Requirement: Extract the run of lines that starts at the top of the records below and ends at the line with "display:block; font-size:56px; line-height:68px", keeping both ends and excluding pictures.

Task inputs:

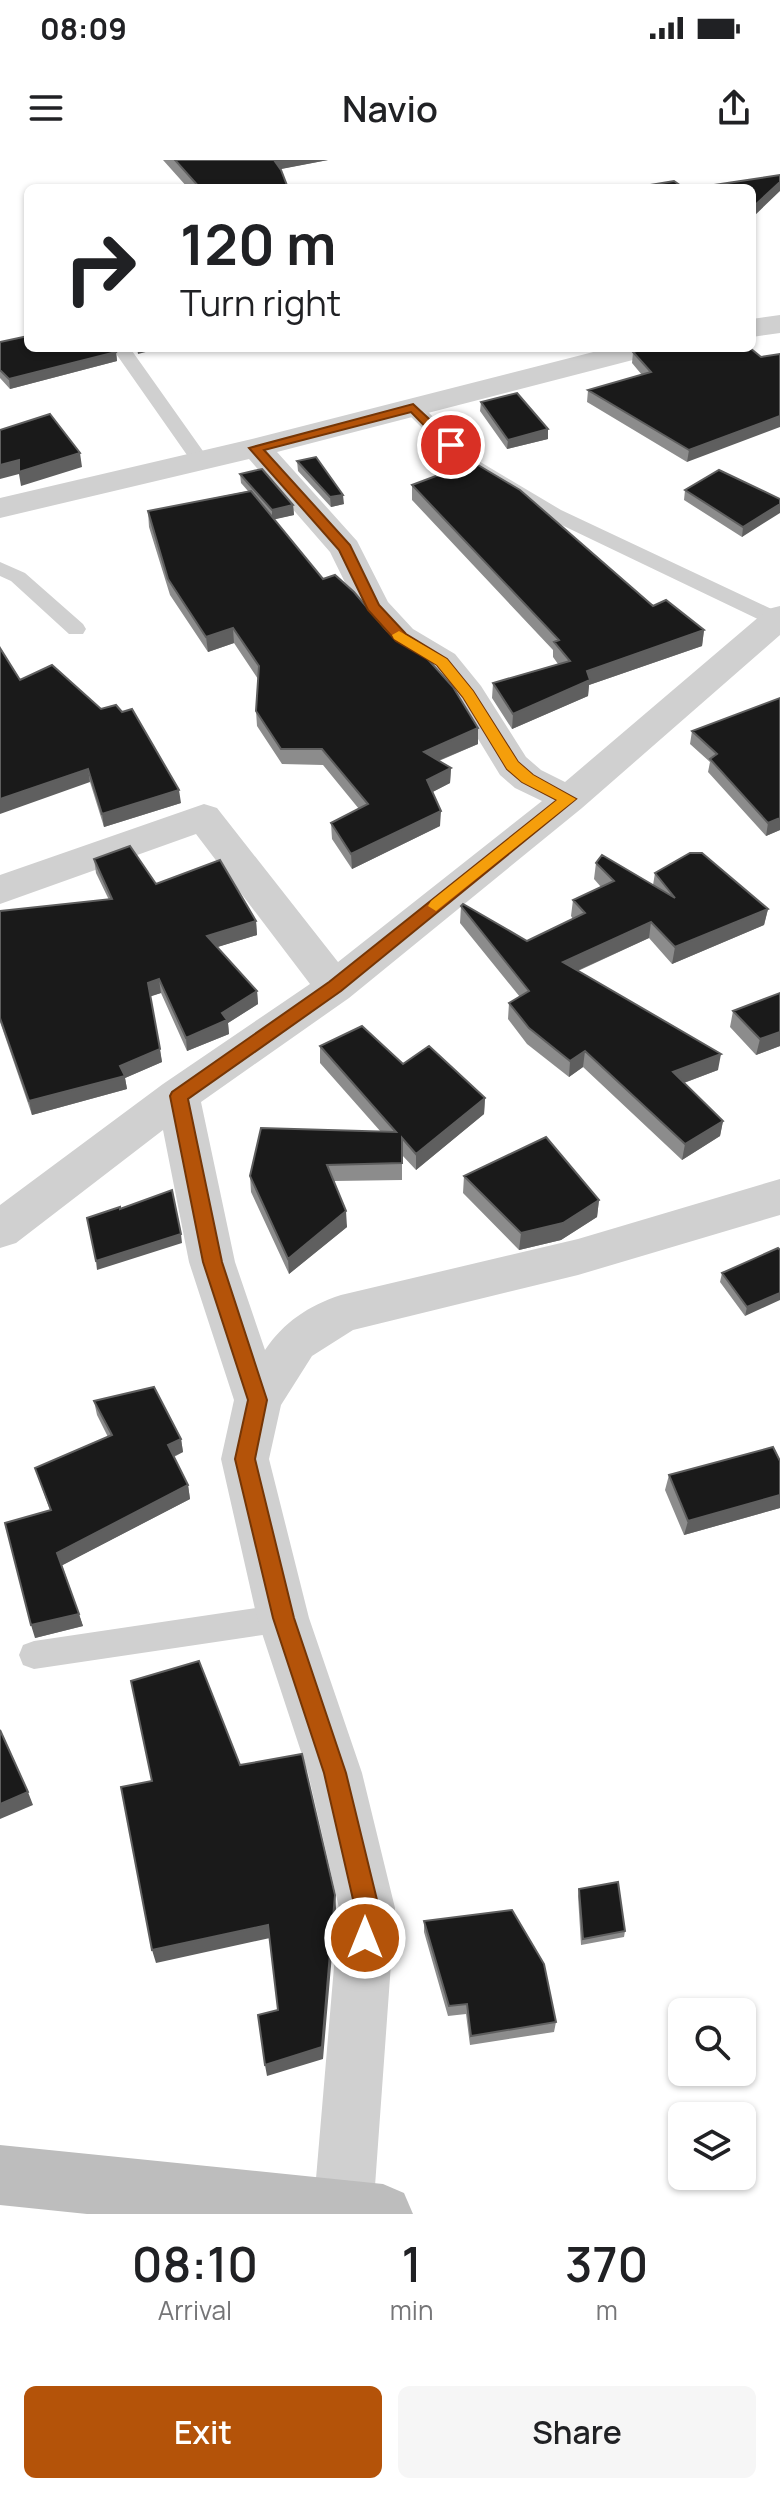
<!DOCTYPE html>
<html lang="en">
<head>
<meta charset="utf-8">
<style>
	:root { --surface:#fff; --page:#f6f6f6; --text:#202124; --muted:#757577; --accent:#b45309 }
	body { margin:0; font-family:Manrope,sans-serif; background:var(--page); color:var(--text); height:100vh; display:flex; flex-direction:column; font-size:30px; white-space:nowrap }
	* { box-sizing:border-box; margin:0 }
	p { font-size:26px; color:var(--muted) }
	.icon { flex:none; width:44px; height:44px; fill:none; stroke:currentColor; stroke-width:2; stroke-linecap:round; stroke-linejoin:round }
	.map { position:relative; height:2054px; overflow:hidden }
	.details { display:flex; flex-direction:column; background:var(--surface); flex:1 }
	.details>* { flex:none }
	.hud { position:absolute; left:24px; top:24px; width:732px; height:168px; border-radius:12px; box-shadow:0 2px 6px #0004; background:#fff; color:var(--text); overflow:hidden }
	.controls { position:absolute; left:668px; top:1838px; display:grid; gap:16px }
	.controls a { display:grid; place-items:center; width:88px; height:88px; border-radius:12px; background:var(--surface); box-shadow:0 2px 6px #0004; font-size:40px }
	.pin { position:absolute; display:grid; place-items:center; width:68px; height:68px; color:#fff; margin:-34px; border:4px solid #fff; border-radius:50%; box-shadow:0 2px 8px #0007 }
	.me { position:absolute; width:88px; margin:-44px; rotate:0deg; stroke-linejoin:round; filter:drop-shadow(0 0 6px #0008) }
	.turn { display:flex; align-items:center; gap:28px; height:168px; padding:0 24px; font-size:36px }
	.turn .icon { width:104px; height:104px; stroke-width:2.5 }
	.turn b { display:block; font-size:56px; line-height:68px }
	.eta { display:flex; justify-content:space-evenly; align-items:center; height:136px; text-align:center }
	.eta b { font-size:48px; font-weight:600; line-height:56px }
	.action { display:flex; gap:16px; margin-top:auto; padding:16px 24px }
	.action a { flex:1; height:92px; border-radius:12px; background:var(--accent); color:#fff; font-size:32px; font-weight:600; line-height:92px; text-align:center }
	.action a+a { background:var(--page); color:var(--text) }
	.status { display:flex; justify-content:space-between; align-items:center; height:56px; padding:0 40px; background:var(--surface); direction:ltr }
	.status svg { height:22px; fill:currentColor }
	header { display:flex; justify-content:space-between; align-items:center; height:104px; padding:0 24px; background:var(--surface); font-size:36px; font-weight:600 }
	.map>svg:first-child { display:block }
</style>
</head>
<body>
<div class="status"><b>08:09</b><svg viewBox="0 0 49 12"><path d="M0 12V9h3v3zM5 12V6h3v6zM10 12V3h3v9zM15 12V0h3v12zM26 1h20v11H26zM47 4h2v5h-2z"/></svg></div>
<header><svg class="icon" aria-label="menu" viewBox="0 0 24 24"><path d="M4 6h16M4 12h16M4 18h16"/></svg>Navio<svg class="icon" aria-label="share" viewBox="0 0 24 24"><path d="M12 15V3M7 8l5-5 5 5M5 13v7h14v-7"/></svg></header>
<div class="map">
<svg width="780" height="2054" viewBox="0 0 780 2054">
	<rect width="100%" height="100%" fill="#fff"/>
	<g fill="none" stroke-linecap="round" stroke-linejoin="round">
		<path fill="#d0d0d0" fill-rule="evenodd" d="M112,188H130L210,301L208,305H194Z
			M413,242L420,244L477,300L561,350L780,453V466L770,465L547,358L463,308L406,252L404,248L406,244Z
			M0,402L25,413L83,464L86,469L83,474H69L11,421L0,416Z
			M283,1444L294,1448L298,1458L294,1468L283,1472L34,1509L23,1505L19,1495L23,1485L34,1481Z"/>
		<path fill="#d0d0d0" fill-rule="evenodd" d="M780,155V173L752,177V159Z
			M609,188H660L656,194L277,292L357,381L388,442L413,469L455,494L481,526L526,597L541,610L565,622L768,449L780,446V475L582,648L349,838L201,942L235,1102L265,1190C284,1162 308,1146 341,1135L578,1079L780,1019V1055L578,1115L353,1170L312,1196L281,1245L269,1299L309,1458L362,1613L395,1748L373,2054H313L339,1748L308,1613L257,1458L221,1299L234,1240L189,1102L163,970L16,1083L0,1088V1045L163,924L310,824L196,674L0,744V715L204,644L217,648L338,802L542,641L515,628L500,615L455,541L429,510L389,485L361,455L330,392L249,299L0,358V338L252,279Z"/>
		<path fill="#bdbdbd" fill-rule="evenodd" d="M0,1985L383,2024L404,2033L413,2054H87L0,2045Z"/>
	</g>
	<path fill="#8c8c8c" d="M163,0H328L280,9L288,28H188Z
		M0,182L116,192L117,201L10,229L0,218Z
		M750,188L687,302L587,242L588,230L642,215L632,203L633,192Z
		M481,242L548,269V279L507,289L480,251Z
		M297,301L344,344L331,347L298,311Z
		M240,314L293,345L294,355L274,359L323,419L387,471L478,568V584L439,601L451,608L450,623L432,632L440,666L352,709L332,679L331,663L359,649L323,605L282,604L257,566L256,551L258,519L234,483L208,492L170,435L149,367L148,351L248,331L241,323Z
		M412,325L704,470L702,486L589,525L588,536L512,569L492,538L493,523L558,504L553,497V490L412,340Z
		M685,330L780,339L742,377L684,340Z
		M20,520L181,643L104,667L90,622Z
		M780,538V670L766,676L708,612L710,602L690,584L692,571Z
		M94,699L256,761L257,775L217,787L257,831L258,844L228,863L229,874L187,891L161,833L150,836L162,902L125,918L127,929L32,955L0,862V751L109,740L96,713Z
		M596,703L653,725L655,713L768,749L764,765L672,804L649,778L578,811L718,910L684,923L723,961L720,976L682,1000L583,907L569,917L527,884L508,859L509,843L520,837L460,763L461,746L527,781L573,759L571,756L573,740L601,727L594,719Z
		M780,833V886L756,895L730,867L733,851Z
		M320,886L403,904L485,938L484,954L416,1010L402,995V1020L334,1021L347,1067L289,1114L251,1032L250,1016L381,972L320,903Z
		M464,1016L599,1040L597,1057L561,1080L519,1090L463,1033Z
		M778,1088L745,1156L720,1122L722,1113Z
		M94,1241L181,1279L183,1292L174,1297L188,1325L190,1339L62,1405L83,1466L35,1478L50,1350L35,1308L108,1277L97,1255Z
		M780,1301V1348L684,1375L665,1330L669,1315Z
		M579,1729L625,1771L624,1777L581,1785L578,1736Z
		M424,1761L556,1862L554,1872L470,1885L466,1854L448,1856L424,1772Z"/>
	<path fill="#5f5f5f" d="M270,0H328L271,11Z
		M780,22V31L752,58V48Z
		M137,188H161L138,194Z
		M116,192L117,201L10,229L9,219Z
		M780,256V267L687,302L689,290Z
		M548,269V279L507,289L508,280Z
		M80,293L82,307L21,326L19,314L0,319V305L19,300Z
		M343,335L344,344L331,347L330,337Z
		M780,344V353L742,377L743,367Z
		M293,345L294,355L272,360V350Z
		M233,468L234,483L208,492L206,477Z
		M704,470L702,486L589,525L588,536L512,569L513,554L587,511Z
		M478,568V584L423,607L424,592Z
		M451,608L450,623L427,635V620Z
		M88,609L90,622L0,654V639Z
		M179,630L181,643L104,667L102,654Z
		M441,651L440,666L352,709L351,694Z
		M780,658V670L766,676L768,663Z
		M768,749L764,765L672,804L675,787Z
		M256,761L257,775L208,790L207,776Z
		M651,762L649,778L561,818L563,802Z
		M159,819L161,833L149,837L148,823Z
		M257,831L258,844L228,863L229,874L187,891L186,878L222,853Z
		M780,872V886L756,895L760,879Z
		M160,889L162,902L125,918L127,929L32,955L29,941Z
		M585,891L583,907L569,917L570,901Z
		M721,894L718,910L670,928L673,912Z
		M485,938L484,954L416,1010V994Z
		M723,961L720,976L682,1000L685,984Z
		M599,1040L597,1057L561,1080L519,1090L521,1073Z
		M346,1051L347,1067L289,1114L288,1099Z
		M181,1074L182,1083L97,1110L96,1101Z
		M780,1133V1140L745,1156L747,1147Z
		M181,1279L183,1292L170,1298L168,1285Z
		M188,1325L190,1339L61,1406L57,1393Z
		M780,1335V1348L684,1375L688,1361Z
		M79,1454L83,1466L35,1478L31,1465Z
		M28,1632L33,1645L0,1659V1644Z
		M335,1735L336,1748L323,1899L267,1916L265,1905Z
		M268,1765L270,1778L156,1803L152,1790Z"/>
	<path fill="#1a1a1a" stroke="#5f5f5f" stroke-width="2" d="M175,0H274L281,10L288,28H200Z
		M780,15V22L752,48V28H694Z
		M674,21L684,28H632Z
		M28,176V188H114L116,192L9,219L0,210V182Z
		M648,188H750L761,197L780,194V256L689,290L588,230L651,212L633,192Z
		M517,233L548,269L508,280L481,242Z
		M50,254L80,293L19,312V300L0,305V270Z
		M316,297L343,335L330,337L297,301Z
		M473,302L520,330L653,446L666,440L704,470L587,511L590,520L513,554L493,523L570,501L554,482L559,480L412,325Z
		M262,309L293,345L272,350L240,314Z
		M719,310L780,339V344L743,367L685,330Z
		M251,331L323,419L335,415L354,432L387,471L424,495L453,527L478,568L424,592L451,608L427,620L441,651L351,694L331,663L368,644L322,589H281L256,551L259,506L233,468L206,477L168,419L148,351Z
		M0,488L20,520L52,505L101,549L116,545L122,552L132,549L179,630L102,654L88,609L0,639Z
		M780,538V658L768,663L710,599L717,594L692,571Z
		M130,686L156,724L220,700L256,761L207,776L257,831L222,853L227,860L186,878L159,819L148,823L160,889L120,906L125,916L29,941L0,858V751L112,739L94,699Z
		M690,693H702L768,749L675,787L651,762L563,802L721,894L673,912L723,961L685,984L585,891L570,901L529,868L509,843L529,831L461,746L463,744L527,781L585,753L573,740L614,721L596,703L602,695L675,738L655,713Z
		M780,833V872L760,879L733,851Z
		M362,866L403,904L429,886L485,938L416,994L402,978V1003L327,1005L346,1051L288,1099L250,1016L261,968L396,972L320,886Z
		M546,977L599,1040L563,1063L521,1073L464,1016Z
		M172,1030L181,1074L96,1101L87,1058L120,1047V1049Z
		M778,1088L780,1090V1133L747,1147L722,1113Z
		M154,1227L181,1279L168,1285L188,1325L57,1393L79,1454L31,1465L5,1363L51,1350L35,1308L112,1275L94,1241Z
		M773,1287L780,1301V1335L688,1361L669,1315Z
		M199,1501L240,1605L302,1594L335,1735L322,1887L265,1905L258,1855L278,1850L268,1765L152,1790L121,1627L152,1621L131,1521Z
		M0,1570L28,1632L0,1644Z
		M618,1722L625,1771L583,1779L579,1729Z
		M512,1750L544,1804L556,1862L471,1876L467,1844L449,1846L424,1761Z"/>
	<path fill="#b45309" stroke="#753606" stroke-width="2" d="M413,244L455,283V288H446L411,252L264,290L350,385L379,445L406,474L447,499L473,531L518,602L533,615L576,639L341,831L188,939L222,1102L267,1240L255,1299L294,1458L346,1613L379,1748L373,1786L365,1790L357,1786L353,1778L355,1748L324,1613L273,1458L235,1299L248,1240L203,1102L170,936L172,932L329,822L557,640L522,622L507,609L463,537L437,505L396,481L368,450L339,390L249,288Z"/>
	<path fill="#f59e0b" d="M399,471L447,499L473,531L518,602L533,615L576,639L436,751L428,746L431,741L557,640L522,622L507,609L463,537L437,505L394,479L392,475Z"/>
</svg>
<div class="controls">
<a><svg class="icon" aria-label="search" viewBox="0 0 24 24"><circle cx="10" cy="10" r="6"/><path d="M15 15l6 6"/></svg></a>
<a><svg class="icon" aria-label="layers" viewBox="0 0 24 24"><path d="M12 4l9 5-9 5-9-5zM3 14l9 5 9-5"/></svg></a>
</div>
<div class="pin" style="left:451px;top:285px;background:#d93025"><svg class="icon" aria-label="arrive" viewBox="0 0 24 24"><path d="M6 21V4h12l-3 4 3 4H6"/></svg></div>
<svg class="me" style="left:365px;top:1778px" viewBox="-20 -20 40 40"><circle r="17" fill="#b45309" stroke="#fff" stroke-width="3"/><path d="M0-11L8 9 0 5-8 9z" fill="#fff"/></svg>
<div class="hud">
<div class="turn"><svg class="icon" aria-label="right" viewBox="0 0 24 24"><path d="M7 20v-9h11M14 6l5 5-5 5"/></svg><div><b>120 m</b>Turn right</div></div>
</div>
</div>
<section class="details">
<div class="eta">
<div><b>08:10</b><p>Arrival</p></div>
<div><b>1</b><p>min</p></div>
<div><b>370</b><p>m</p></div>
</div>
<div class="action"><a>Exit</a><a>Share</a></div>
</section>
</body>
</html>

Written solution:
<!DOCTYPE html>
<html lang="en">
<head>
<meta charset="utf-8">
<style>
	:root { --surface:#fff; --page:#f6f6f6; --text:#202124; --muted:#757577; --accent:#b45309 }
	body { margin:0; font-family:Manrope,sans-serif; background:var(--page); color:var(--text); height:100vh; display:flex; flex-direction:column; font-size:30px; white-space:nowrap }
	* { box-sizing:border-box; margin:0 }
	p { font-size:26px; color:var(--muted) }
	.icon { flex:none; width:44px; height:44px; fill:none; stroke:currentColor; stroke-width:2; stroke-linecap:round; stroke-linejoin:round }
	.map { position:relative; height:2054px; overflow:hidden }
	.details { display:flex; flex-direction:column; background:var(--surface); flex:1 }
	.details>* { flex:none }
	.hud { position:absolute; left:24px; top:24px; width:732px; height:168px; border-radius:12px; box-shadow:0 2px 6px #0004; background:#fff; color:var(--text); overflow:hidden }
	.controls { position:absolute; left:668px; top:1838px; display:grid; gap:16px }
	.controls a { display:grid; place-items:center; width:88px; height:88px; border-radius:12px; background:var(--surface); box-shadow:0 2px 6px #0004; font-size:40px }
	.pin { position:absolute; display:grid; place-items:center; width:68px; height:68px; color:#fff; margin:-34px; border:4px solid #fff; border-radius:50%; box-shadow:0 2px 8px #0007 }
	.me { position:absolute; width:88px; margin:-44px; rotate:0deg; stroke-linejoin:round; filter:drop-shadow(0 0 6px #0008) }
	.turn { display:flex; align-items:center; gap:28px; height:168px; padding:0 24px; font-size:36px }
	.turn .icon { width:104px; height:104px; stroke-width:2.5 }
	.turn b { display:block; font-size:56px; line-height:68px }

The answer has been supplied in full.